Mi guidò per l’istituto per vedere per la prima volta… mia figlia. Non potevo credere a tutto ciò che mi stava succedendo, troppe emozioni tutte insieme. Non capivo come facessi a rimanere così calmo.
“Eccola… è la bambina dai capelli neri seduta isolata nell’angolo” mi disse sorridendo.
Alzando lo sguardo su di lei non avevo dubbi che fosse figlia di Maria, assomigliava a lei in modo impressionante stessi capelli e stessi tratti del viso, gli occhi da quella distanza non riuscivo a capire se fossero uguali a suoi, ma una domanda si fece strada dentro di me, era veramente mia figlia?
“Vuole andare a parlargli?” mi chiese con fare rassicurante.
“Potrebbe tralasciare almeno per il momento di dirle che sono suo padre?” anche perché non c’era certezza in questa rivelazione.
“Come vuole… possiamo dirle che era un amico della madre almeno” dal suo tono capii, che sapeva che io nutrivo dei dubbi sul fatto di essere il padre della bambina.
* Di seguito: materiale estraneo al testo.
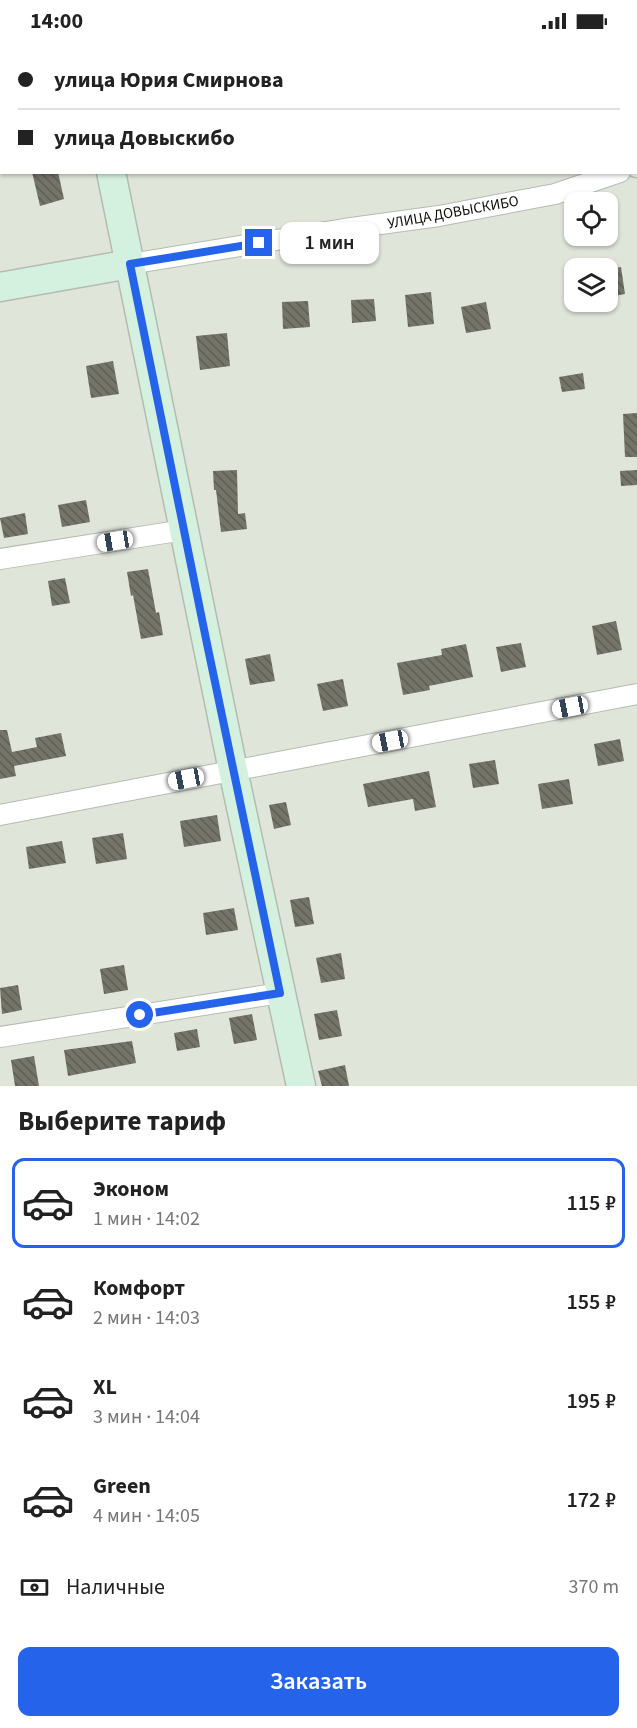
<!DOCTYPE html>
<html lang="ru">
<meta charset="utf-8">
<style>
:root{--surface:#fff;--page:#f6f6f6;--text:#222;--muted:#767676;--line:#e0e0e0;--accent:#2563eb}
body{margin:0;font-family:"Source Sans 3",sans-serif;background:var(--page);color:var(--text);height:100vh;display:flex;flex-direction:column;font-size:22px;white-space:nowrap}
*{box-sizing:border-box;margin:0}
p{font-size:20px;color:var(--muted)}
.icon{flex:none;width:33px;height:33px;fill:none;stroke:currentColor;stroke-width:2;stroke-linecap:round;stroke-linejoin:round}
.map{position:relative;height:1044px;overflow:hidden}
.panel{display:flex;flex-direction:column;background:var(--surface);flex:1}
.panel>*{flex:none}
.banner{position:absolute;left:0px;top:0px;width:638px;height:132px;box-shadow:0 2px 4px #0004;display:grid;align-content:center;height:132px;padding:0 18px;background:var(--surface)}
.buttons{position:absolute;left:564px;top:150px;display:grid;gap:12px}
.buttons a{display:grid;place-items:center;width:54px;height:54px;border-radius:12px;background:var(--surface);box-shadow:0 2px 4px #0004;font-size:30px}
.end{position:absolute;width:27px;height:27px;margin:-14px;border:8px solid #2563eb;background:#fff;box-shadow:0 0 0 3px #fff}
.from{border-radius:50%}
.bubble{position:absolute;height:42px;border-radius:12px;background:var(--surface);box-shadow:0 2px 4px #0004;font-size:20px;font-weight:600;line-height:42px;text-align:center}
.car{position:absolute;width:18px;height:36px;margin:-18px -9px;border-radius:8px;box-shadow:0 0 4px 2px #0007;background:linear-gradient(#fff 24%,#345 0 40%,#fff 0 76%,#345 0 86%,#fff 0)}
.banner b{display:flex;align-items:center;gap:21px;height:57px;font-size:22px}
.banner b+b{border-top:2px solid var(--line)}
.banner i{width:15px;height:15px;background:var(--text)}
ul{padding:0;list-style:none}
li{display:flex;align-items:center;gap:18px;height:90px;margin:0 12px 9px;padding:0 6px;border:3px solid transparent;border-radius:12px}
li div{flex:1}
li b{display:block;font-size:22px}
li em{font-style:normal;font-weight:600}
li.on{border-color:var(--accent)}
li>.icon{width:54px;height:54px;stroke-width:1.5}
h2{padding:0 18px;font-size:27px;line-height:72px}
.pay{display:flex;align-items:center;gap:15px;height:66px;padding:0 18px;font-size:22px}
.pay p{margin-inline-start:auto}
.action{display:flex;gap:12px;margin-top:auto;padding:12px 18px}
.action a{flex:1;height:69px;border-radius:12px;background:var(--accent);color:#fff;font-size:24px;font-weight:600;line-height:69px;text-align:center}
.status{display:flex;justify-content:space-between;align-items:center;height:42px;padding:0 30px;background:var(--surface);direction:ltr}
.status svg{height:16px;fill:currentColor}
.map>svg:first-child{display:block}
</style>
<div class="status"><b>14:00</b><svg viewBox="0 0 49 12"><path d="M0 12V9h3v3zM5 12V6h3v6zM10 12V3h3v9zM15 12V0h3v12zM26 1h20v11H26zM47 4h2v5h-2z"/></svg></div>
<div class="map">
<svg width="637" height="1044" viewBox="0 0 637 1044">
<defs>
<pattern id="building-back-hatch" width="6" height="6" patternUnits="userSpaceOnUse" patternTransform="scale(1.5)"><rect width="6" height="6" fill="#757469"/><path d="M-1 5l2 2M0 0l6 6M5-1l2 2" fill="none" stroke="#5e5e55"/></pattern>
</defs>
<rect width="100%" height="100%" fill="#e0e5da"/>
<path fill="url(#building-back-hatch)" d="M 32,130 L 58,130 L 64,157 L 40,164 Z
M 621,225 L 625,252 L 608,255 L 608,227 Z
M 431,250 L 434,282 L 408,285 L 405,253 Z
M 374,257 L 376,279 L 352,281 L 351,258 Z
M 308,259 L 310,285 L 283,287 L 282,260 Z
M 486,260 L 491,287 L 466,291 L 461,265 Z
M 227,291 L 230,324 L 200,328 L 196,294 Z
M 113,319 L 119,352 L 91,356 L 86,324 Z
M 583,331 L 585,347 L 562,350 L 559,335 Z
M 637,371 L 637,415 L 625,415 L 623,372 Z
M 237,428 L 238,472 L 245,471 L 247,487 L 221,490 L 216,448 L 214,448 L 213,429 Z
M 637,428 L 637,443 L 621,444 L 620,429 Z
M 86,458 L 90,480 L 62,485 L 58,463 Z
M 25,471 L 28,492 L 4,496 L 0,476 Z
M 148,527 L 156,571 L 159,570 L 163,593 L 141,597 L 133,553 L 131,554 L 127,530 Z
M 65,536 L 70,561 L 52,564 L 48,539 Z
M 616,579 L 622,608 L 597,613 L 592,584 Z
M 521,601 L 526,625 L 501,630 L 496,605 Z
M 466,602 L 473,635 L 429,644 L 430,648 L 403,653 L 397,621 L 442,613 L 441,607 Z
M 270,612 L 275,639 L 250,643 L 245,617 Z
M 343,637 L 348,664 L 323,669 L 317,642 Z
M 0,688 L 7,688 L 12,710 L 37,705 L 35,696 L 61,691 L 66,714 L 14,724 L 16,734 L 0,737 Z
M 620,697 L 624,719 L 598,724 L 594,702 Z
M 495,718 L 499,742 L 473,746 L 469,722 Z
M 429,729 L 436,765 L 415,769 L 413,757 L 368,765 L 363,742 Z
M 569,737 L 573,762 L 542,767 L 538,742 Z
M 286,760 L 291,783 L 274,787 L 269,763 Z
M 217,773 L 221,799 L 184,805 L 180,779 Z
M 123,791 L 127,817 L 96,822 L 92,796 Z
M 62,799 L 66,821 L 29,827 L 26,805 Z
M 309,855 L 314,882 L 295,885 L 290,858 Z
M 234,866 L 238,888 L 206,893 L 203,871 Z
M 341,911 L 345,937 L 321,941 L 316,916 Z
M 124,923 L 128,948 L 104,952 L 100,927 Z
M 18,943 L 22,968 L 2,972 L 0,946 Z
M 337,968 L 342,994 L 319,998 L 314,972 Z
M 252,972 L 257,998 L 234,1002 L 229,976 Z
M 197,987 L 200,1005 L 177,1009 L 174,991 Z
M 132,999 L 136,1021 L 68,1034 L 64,1008 Z
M 34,1014 L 39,1044 L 15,1044 L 11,1018 Z
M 345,1023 L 349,1044 L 322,1044 L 318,1029 Z"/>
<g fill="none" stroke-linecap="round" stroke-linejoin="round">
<g stroke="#b6bbb1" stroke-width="22">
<path id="street" d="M 636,125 L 637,125
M 130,222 L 344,187 L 439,174 L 555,152 L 620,130
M 0,517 L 184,488
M 0,773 L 637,652
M 0,995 L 280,951"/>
</g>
<g stroke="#b6bbb1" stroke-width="31">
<path id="secondary" d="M 83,0 L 84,2
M 111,130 L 233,728 L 301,1044
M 0,245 L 130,222"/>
</g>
<use href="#street" stroke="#fff" stroke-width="20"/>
<use href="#secondary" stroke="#d4f1e0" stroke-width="28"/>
</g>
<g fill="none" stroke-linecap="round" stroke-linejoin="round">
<path stroke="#2563eb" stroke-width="8" d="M 140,973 L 280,951 L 206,597 L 130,222 L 259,201"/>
</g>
<g text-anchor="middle" stroke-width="4.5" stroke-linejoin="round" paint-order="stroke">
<g font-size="15" fill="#0d0f0b" stroke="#fff">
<text transform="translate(453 170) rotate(-10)" y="5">УЛИЦА ДОВЫСКИБО</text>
</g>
</g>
</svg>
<div class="buttons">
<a><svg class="icon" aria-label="locate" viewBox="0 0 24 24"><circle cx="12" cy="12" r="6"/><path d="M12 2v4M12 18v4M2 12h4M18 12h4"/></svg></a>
<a><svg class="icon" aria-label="layers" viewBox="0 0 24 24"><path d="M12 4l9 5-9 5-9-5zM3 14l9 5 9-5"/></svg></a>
</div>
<i class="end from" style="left:140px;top:973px"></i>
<i class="end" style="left:259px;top:201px"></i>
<div class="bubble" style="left:280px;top:180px;width:99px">1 мин</div>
<i class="car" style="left:115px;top:499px;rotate:261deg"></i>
<i class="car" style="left:570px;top:665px;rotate:259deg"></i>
<i class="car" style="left:390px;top:699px;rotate:259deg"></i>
<i class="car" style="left:186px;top:737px;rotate:259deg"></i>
<div class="banner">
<b><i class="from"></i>улица Юрия Смирнова</b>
<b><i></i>улица Довыскибо</b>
</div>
</div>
<section class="panel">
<h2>Выберите тариф</h2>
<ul>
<li class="on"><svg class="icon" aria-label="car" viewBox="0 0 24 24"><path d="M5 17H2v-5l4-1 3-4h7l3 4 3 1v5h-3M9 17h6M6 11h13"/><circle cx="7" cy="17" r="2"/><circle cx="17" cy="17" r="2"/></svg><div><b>Эконом</b><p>1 мин · 14:02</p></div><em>115 ₽</em></li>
<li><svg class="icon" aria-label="car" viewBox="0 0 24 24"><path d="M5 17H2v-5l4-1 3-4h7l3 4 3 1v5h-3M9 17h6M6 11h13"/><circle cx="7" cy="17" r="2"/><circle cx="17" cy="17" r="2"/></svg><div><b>Комфорт</b><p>2 мин · 14:03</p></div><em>155 ₽</em></li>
<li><svg class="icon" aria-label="car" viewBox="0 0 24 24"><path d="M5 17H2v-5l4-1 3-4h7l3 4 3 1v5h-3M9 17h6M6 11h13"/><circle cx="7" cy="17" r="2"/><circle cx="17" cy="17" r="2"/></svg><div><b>XL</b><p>3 мин · 14:04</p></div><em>195 ₽</em></li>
<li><svg class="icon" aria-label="car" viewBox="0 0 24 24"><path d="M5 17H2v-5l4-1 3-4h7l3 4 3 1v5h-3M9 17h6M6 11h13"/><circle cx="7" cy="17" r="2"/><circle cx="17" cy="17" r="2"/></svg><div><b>Green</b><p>4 мин · 14:05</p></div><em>172 ₽</em></li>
</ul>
<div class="pay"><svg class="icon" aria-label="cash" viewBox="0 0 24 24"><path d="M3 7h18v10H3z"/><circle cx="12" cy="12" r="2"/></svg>Наличные<p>370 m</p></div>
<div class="action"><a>Заказать</a></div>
</section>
“Sono d’accordo, procediamo” mi occorse tutto il mio coraggio per percorrere quei pochi metri che mi separavano da Giada… da mia figlia.
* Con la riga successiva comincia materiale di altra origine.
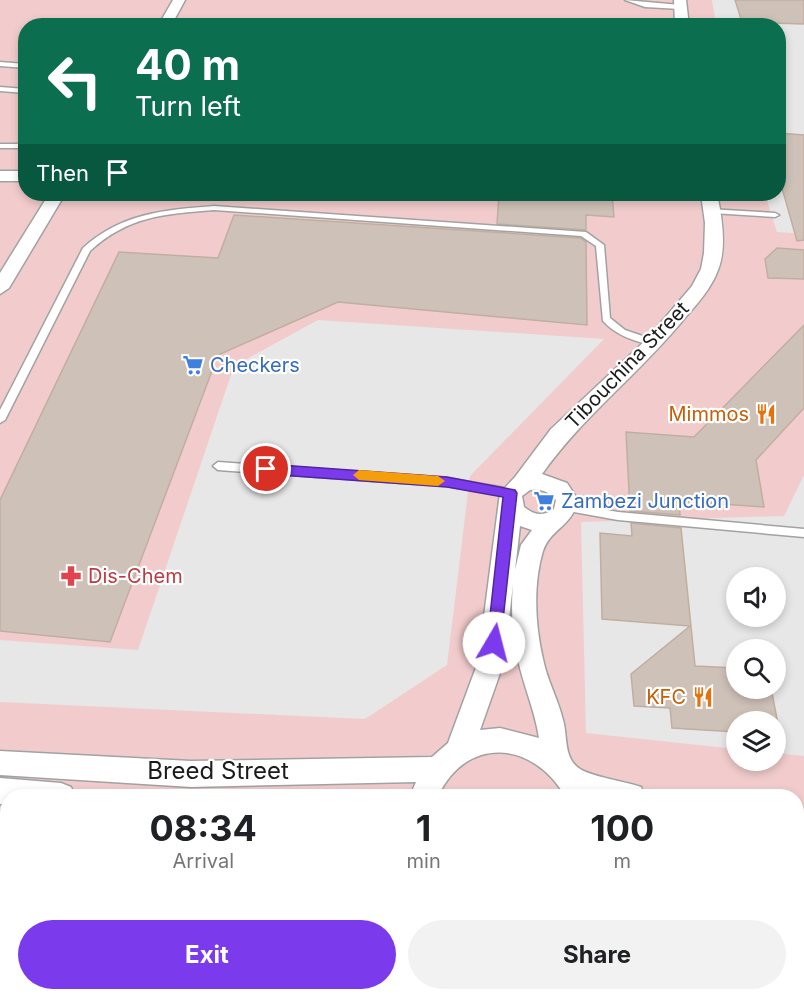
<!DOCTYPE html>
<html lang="en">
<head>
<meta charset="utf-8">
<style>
	:root { --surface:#fff; --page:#f2f2f2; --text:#202124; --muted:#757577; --accent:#7c3aed }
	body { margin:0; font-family:Inter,sans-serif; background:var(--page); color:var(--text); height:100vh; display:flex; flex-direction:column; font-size:22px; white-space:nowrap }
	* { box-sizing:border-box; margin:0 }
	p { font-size:20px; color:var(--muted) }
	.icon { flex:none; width:33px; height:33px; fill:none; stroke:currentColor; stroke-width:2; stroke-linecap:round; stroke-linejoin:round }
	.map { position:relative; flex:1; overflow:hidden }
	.sheet { position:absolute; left:0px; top:789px; width:804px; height:212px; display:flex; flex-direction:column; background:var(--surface); border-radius:24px 24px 0 0; box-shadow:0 3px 9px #0003 }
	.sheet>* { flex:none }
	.hud { position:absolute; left:18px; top:18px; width:768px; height:183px; border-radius:24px; box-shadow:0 3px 9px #0003; background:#0b6e4f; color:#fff; overflow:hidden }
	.controls { position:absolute; left:726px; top:567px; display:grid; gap:12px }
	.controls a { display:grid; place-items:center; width:60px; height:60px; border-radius:50%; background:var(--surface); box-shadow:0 3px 9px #0003; font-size:30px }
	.pin { position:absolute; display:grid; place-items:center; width:51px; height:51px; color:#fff; margin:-26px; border:3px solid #fff; border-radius:50%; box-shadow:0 2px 6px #0007 }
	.me { position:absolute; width:66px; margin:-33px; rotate:8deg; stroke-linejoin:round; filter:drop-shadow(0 0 4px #0008) }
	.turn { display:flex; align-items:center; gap:21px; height:126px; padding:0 18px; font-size:27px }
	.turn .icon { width:78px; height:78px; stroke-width:2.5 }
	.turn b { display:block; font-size:42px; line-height:51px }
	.then { display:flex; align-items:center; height:57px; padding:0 18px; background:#0003; gap:12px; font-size:22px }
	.eta { display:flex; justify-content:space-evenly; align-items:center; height:102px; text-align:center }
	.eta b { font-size:36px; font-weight:700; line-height:42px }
	.action { display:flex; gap:12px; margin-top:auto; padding:12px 18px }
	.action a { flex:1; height:69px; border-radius:36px; background:var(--accent); color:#fff; font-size:24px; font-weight:700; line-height:69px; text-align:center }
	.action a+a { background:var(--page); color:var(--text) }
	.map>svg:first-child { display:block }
	.commercial { fill:#f2cccc; fill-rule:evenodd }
	.parking { fill:#e7e7e7; fill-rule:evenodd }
	.building { fill:#cec1b8; stroke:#c1aea0; stroke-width:1.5 }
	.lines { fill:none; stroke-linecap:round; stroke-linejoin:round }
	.service-casing { stroke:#a2a2a2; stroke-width:3 }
	.minor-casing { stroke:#a2a2a2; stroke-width:3 }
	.service { fill:#fff; fill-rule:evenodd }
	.minor { fill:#fff; fill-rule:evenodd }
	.route { fill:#7c3aed; stroke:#51269a; stroke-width:1.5 }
	.slow { fill:#f59e0b }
	.labels { text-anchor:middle; stroke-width:4.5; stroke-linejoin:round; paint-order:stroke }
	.shop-label { font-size:20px; fill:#366cbe; stroke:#fff; text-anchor:start }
	.street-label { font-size:20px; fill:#1b1b1b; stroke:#fff }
	.food-label { font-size:20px; fill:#c56008; stroke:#fff; text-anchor:end }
	.health-label { font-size:20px; fill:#be3a42; stroke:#fff; text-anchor:start }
	.near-street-label { font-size:24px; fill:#1b1b1b; stroke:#fff }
</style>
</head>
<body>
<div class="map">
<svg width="804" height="1000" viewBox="0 0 804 1000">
	<rect width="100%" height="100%" fill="#eee9df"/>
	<path class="commercial" d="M0,0H804V1000H0ZM26,26H778V194H26ZM736,578H776V616H736ZM736,650H776V688H736ZM736,722H776V760H736ZM8,796H796V993H8Z"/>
	<path class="parking" d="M712,0H804V234L777,232L765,194H778V26L716,25Z
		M318,320L604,339L470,476L447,665L365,719L0,702V640L138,650L234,366Z
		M804,475V756L776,753V722H736V749L586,733L581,522L784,516ZM736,578H776V616H736ZM736,650H776V688H736Z
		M0,846H7L8,993H28L27,1000H0Z"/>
	<path class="building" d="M735,0H804V24L742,22Z
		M778,133L804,135V240L797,241L778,174Z
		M499,194H612L614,217L586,215V230L497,224Z
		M234,215L580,238L586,242L587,325L338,302L218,355L110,642L0,631V500L119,252L218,258Z
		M777,248L804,250V279L768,278L765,259Z
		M804,325V408L756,460L764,507L679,501L680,515L630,511L626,432L694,437Z
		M631,523L681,528L695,666L736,668V688H771L780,734H776V722H736V732L672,728L670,708L634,706L631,674L690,626L602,619L600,533L632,536Z"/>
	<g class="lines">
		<g class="service-casing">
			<path id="service" d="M625,0L680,5L683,7L680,9L645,7Z
				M0,62L26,64V68L0,66Z
				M0,87L26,89V93L0,91Z
				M26,140V145L18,148H0V144H17Z
				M214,206L586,232L604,245L610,318L625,330L657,341L659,343L654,346C634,341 617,336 603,321L596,246L581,236L214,210C164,214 128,216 90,251L5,420L0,423V410L83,248C122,213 164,210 214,206Z
				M709,209L775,213L779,215L775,217L712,213L708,211Z
				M218,462L447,478L511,489L516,493L511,497L447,486L218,470L213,466Z
				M567,503L618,512L804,529V537L618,520L563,510L562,507Z
				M98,993H112V1000H96Z
				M443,993H457L458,1000H442Z
				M498,993H513L517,1000H501Z
				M530,993H544L546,1000H530Z"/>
		</g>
		<g class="minor-casing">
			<path id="minor" d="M173,0H185L171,26H158Z
				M674,0H686L689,26H675Z
				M0,171H26V181H0Z
				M49,194H65L9,288L0,294V273Z
				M701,194H717C722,217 727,248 718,270C711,289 697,304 684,319C639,374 583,416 542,474L567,483L578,500C572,527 551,528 543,551C533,584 535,625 543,659C547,680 558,699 563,720C568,737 563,758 580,769C589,776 627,782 641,787L645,796H565C533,741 467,735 438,796H410L416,782L191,787L0,775V751L191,761L432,757L448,743L478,662L500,493L515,477L551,429L647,339L692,286L701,269L704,253L705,223ZM530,490C542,489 548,491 556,500L554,509C543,517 534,515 524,507L522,496ZM520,526L532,530L521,545L515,570ZM513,584C511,608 512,637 518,660C524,687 535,711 539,738L500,728L480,730L504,662Z
				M0,778L61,783L71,787L75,796H8V804H0Z
				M796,817H804V845L796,844Z
				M796,870H804V900L796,899Z"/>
		</g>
		<use href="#service" class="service"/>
		<use href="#minor" class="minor"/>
	</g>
	<path class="route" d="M266,464L447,477L515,490L517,493L500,647H489L487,643L503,497L447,487L266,474L259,469Z"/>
	<path class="slow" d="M359,470L438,476L445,481L438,486L359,480L353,475Z"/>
	<defs>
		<g id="supermarket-bare" transform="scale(1.62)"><path d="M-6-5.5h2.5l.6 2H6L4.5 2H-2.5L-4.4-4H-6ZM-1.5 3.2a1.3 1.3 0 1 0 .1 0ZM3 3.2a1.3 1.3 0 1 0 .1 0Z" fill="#3f7fe0" stroke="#fff" stroke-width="2.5" paint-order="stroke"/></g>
		<g id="restaurant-bare" transform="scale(1.62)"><path d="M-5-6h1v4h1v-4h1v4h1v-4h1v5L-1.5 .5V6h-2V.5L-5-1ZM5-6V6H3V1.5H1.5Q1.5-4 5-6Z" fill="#e8710a" stroke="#fff" stroke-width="2.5" paint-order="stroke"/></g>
		<g id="pharmacy-bare" transform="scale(1.62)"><path d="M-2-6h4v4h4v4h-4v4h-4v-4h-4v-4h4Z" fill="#e0444e" stroke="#fff" stroke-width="2.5" paint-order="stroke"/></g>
	</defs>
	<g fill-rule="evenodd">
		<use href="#supermarket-bare" x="193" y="365"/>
		<use href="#restaurant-bare" x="766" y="414"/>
		<use href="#supermarket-bare" x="544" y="501"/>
		<use href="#pharmacy-bare" x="71" y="576"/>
		<use href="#restaurant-bare" x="703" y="697"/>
	</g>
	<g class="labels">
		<g class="shop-label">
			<text x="210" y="372">Checkers</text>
			<text x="561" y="508">Zambezi Junction</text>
		</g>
		<g class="street-label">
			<text transform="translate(627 365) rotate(-46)" y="7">Tibouchina Street</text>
		</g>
		<g class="food-label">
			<text x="749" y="421">Mimmos</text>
			<text x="686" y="704">KFC</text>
		</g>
		<g class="health-label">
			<text x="88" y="583">Dis-Chem</text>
		</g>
		<g class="near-street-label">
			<text x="218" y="779">Breed Street</text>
		</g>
	</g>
</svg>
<div class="controls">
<a><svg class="icon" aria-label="sound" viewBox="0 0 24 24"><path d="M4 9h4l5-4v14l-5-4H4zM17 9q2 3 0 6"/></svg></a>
<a><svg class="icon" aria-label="search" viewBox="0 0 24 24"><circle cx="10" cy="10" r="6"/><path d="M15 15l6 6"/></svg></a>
<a><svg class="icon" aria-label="layers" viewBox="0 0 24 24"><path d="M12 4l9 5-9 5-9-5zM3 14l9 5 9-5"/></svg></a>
</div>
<div class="pin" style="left:266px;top:469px;background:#d93025"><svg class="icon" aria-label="arrive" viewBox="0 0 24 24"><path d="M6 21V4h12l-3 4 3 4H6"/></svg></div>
<svg class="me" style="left:494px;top:643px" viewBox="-20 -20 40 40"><circle r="19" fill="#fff"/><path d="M0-13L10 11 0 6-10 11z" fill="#7c3aed"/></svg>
<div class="hud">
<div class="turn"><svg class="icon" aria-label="left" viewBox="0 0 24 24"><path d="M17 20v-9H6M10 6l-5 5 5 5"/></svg><div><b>40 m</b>Turn left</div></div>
<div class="then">Then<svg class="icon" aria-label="arrive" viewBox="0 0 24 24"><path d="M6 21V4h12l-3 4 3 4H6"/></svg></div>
</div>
<section class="sheet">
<div class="eta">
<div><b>08:34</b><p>Arrival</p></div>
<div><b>1</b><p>min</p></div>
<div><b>100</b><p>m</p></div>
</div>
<div class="action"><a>Exit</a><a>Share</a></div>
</section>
</div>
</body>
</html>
Eravamo a un passo da lei che era intenta a leggere un libro, aveva un’espressione così assorta, che dubitavo che ci avesse sentito arrivare.
“Giada… voglio presentarti un amico di tua madre” le disse in modo cordiale.
Sembrava che non volesse staccare gli occhi dal libro, ma poi con fare stizzito lo chiuse non prima di averci messo il segnalibro per segnare la pagina.
“Non potevate aspettare… la storia cominciava ad essere bellissima” disse lamentandosi mentre ci guardava negli occhi.
Fu in quel momento che ebbi il mio terzo shock della giornata, perché Giada aveva gli stessi occhi di mia madre, lo stesso azzurro chiaro che anch’io avevo ereditato da lei. Non avevo bisogno di altre prove, perché in quel momento ero certo che la bambina di fronte a me era mia figlia.
“Piacere sono Giada, qual è il suo nome?” cercava di essere gentile, ma era ancora infastidita di essere stata interrotta.
“Mi chiamo Alberto Lombardo… e sono tuo padre” non sapevo perché lo avessi detto in quel momento, forse mi ero lasciato trascinare dalla situazione e da tutte le emozioni provate in poco tempo.
“Razza di…” la sua espressione era cambiata, i suoi occhi erano pieni di risentimento e tutto il suo viso si deformò in una maschera di puro odio, si fece avanti cercando di colpirmi con calci e pugni.
“Perché sei venuto! Hai abbandonato la mamma! Schifoso… “ sono sicuro che mi rivolse altri insulti, ma non vi feci caso, ero troppo sconvolto dalla sua reazione furiosa e incontrollata.
Solo l’intervento della direttrice e di un’altra insegnante riuscì a smorzare la sua furia.
Mi sedetti sulla sedia, la stessa che lei aveva usato per leggere, perché sentivo le gambe cedermi sotto il peso delle continue rivelazioni, che mi erano piombate in poco tempo. Avevo bisogno di recuperare almeno una parte delle forze che gli eventi mi avevano prosciugato.
Non ero cosciente del tempo che trascorreva, ero in evidente stato di shock.
“Signor Lombardo…” la voce della direttrice mi riscosse.
“Mi scusi… vorrei andare a casa, ho bisogno di riflettere e parlare con qualcuno… posso chiamarla io per favore?” avevo una voce strana lo percepivo distintamente.
“Ma certo… è sicuro che ce la farà a tornare a casa da solo?” era molto preoccupato.
“Credo di no, chiamerò una mia amica per farmi venire a prendere” dissi meccanicamente.
Chiamai Noemi supplicandola di venirmi a prendere e, capendo dal mio tono che c’era qualcosa che non andava, mi rispose che sarebbe venuta al più presto.
Dopo averle dato l’indirizzo, chiusi il cellulare salutai la direttrice e mi avviai verso l’uscita.
Mentre aspettavo l’arrivo di Noemi mi misi a sedere su una panchina del parco vicino all’istituto, continuavo a rivedere l’espressione animalesca di Giada e mi chiedevo che cosa le avevano raccontato per odiarmi in modo così violento?